Spero comunque che possiate lasciare una stellina e un commentino se non fa troppo cagare e buona lettura!





25 luglio 1992

Giovanna, seduta in mezzo alla terra, tiene gli occhi fissi avanti a sé, ignorando il paesaggio, persa da giorni in un mondo contorto tutto suo, dopo il lancinante dolore del recente 19 luglio.

Era in soggiorno, stava chiacchierando, quando urlò dal dolore, la mano destra distrutta come se fosse stata schiacciata da un camion. Inoltre, la testa era stata colpita da un'emicrania lancinante, come se mille unghie stridessero su delle lavagne proprio nelle sue orecchie, mentre un'inesplicabile senso di crudele vittoria le scaldava il petto.

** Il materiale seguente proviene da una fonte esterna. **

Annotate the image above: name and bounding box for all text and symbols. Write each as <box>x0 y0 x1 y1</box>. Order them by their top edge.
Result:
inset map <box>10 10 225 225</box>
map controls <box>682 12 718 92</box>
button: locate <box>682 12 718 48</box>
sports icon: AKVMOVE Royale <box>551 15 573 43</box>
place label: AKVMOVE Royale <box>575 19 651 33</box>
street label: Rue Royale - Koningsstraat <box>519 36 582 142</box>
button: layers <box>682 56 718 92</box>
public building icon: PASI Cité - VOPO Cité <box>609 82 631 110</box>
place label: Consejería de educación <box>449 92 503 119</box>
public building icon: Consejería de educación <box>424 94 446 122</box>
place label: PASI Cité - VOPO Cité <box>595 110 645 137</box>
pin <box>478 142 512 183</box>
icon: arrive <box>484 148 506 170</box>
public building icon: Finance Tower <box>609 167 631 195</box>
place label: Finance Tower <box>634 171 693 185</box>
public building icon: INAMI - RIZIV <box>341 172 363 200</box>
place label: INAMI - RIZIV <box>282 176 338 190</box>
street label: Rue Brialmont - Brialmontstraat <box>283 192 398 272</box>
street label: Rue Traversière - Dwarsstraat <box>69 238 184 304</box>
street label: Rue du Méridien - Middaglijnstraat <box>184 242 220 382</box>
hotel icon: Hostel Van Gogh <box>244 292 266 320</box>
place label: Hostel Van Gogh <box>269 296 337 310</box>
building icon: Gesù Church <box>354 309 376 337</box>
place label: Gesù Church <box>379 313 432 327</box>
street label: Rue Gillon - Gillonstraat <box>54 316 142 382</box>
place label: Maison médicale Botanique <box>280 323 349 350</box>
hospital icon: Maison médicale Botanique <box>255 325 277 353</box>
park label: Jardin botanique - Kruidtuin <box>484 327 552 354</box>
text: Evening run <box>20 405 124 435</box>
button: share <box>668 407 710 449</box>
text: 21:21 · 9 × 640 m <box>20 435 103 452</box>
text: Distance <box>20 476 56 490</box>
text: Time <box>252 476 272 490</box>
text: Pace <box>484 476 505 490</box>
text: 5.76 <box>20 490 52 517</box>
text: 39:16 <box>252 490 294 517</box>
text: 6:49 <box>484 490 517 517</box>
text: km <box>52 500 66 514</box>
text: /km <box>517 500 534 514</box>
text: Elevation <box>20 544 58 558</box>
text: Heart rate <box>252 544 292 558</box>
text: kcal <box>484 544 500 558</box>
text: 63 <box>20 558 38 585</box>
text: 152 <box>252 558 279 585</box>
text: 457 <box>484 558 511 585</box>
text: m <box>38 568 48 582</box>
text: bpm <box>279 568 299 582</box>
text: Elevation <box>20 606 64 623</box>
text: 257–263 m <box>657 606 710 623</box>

Il parapiglia si scatenò alla sua reazione e presto scoprirono il perché. A 57 giorni dalla morte di Giovanni Falcone, avvenuta il 23 maggio, sempre con consequenze disastrose su di lei, alla fine la mafia ha reclamato il pegno a Paolo Borsellino, prendendogli la vita per tutti i guai causati a loro danni.

Giovanna era a malapena riuscita ad uscire da quel tunnel di odio e crudeltà in cui era finita a maggio: lo aveva percepito dentro la sua pelle che non avevano finito, nonostante silenziosamente festeggiassero del loro successo.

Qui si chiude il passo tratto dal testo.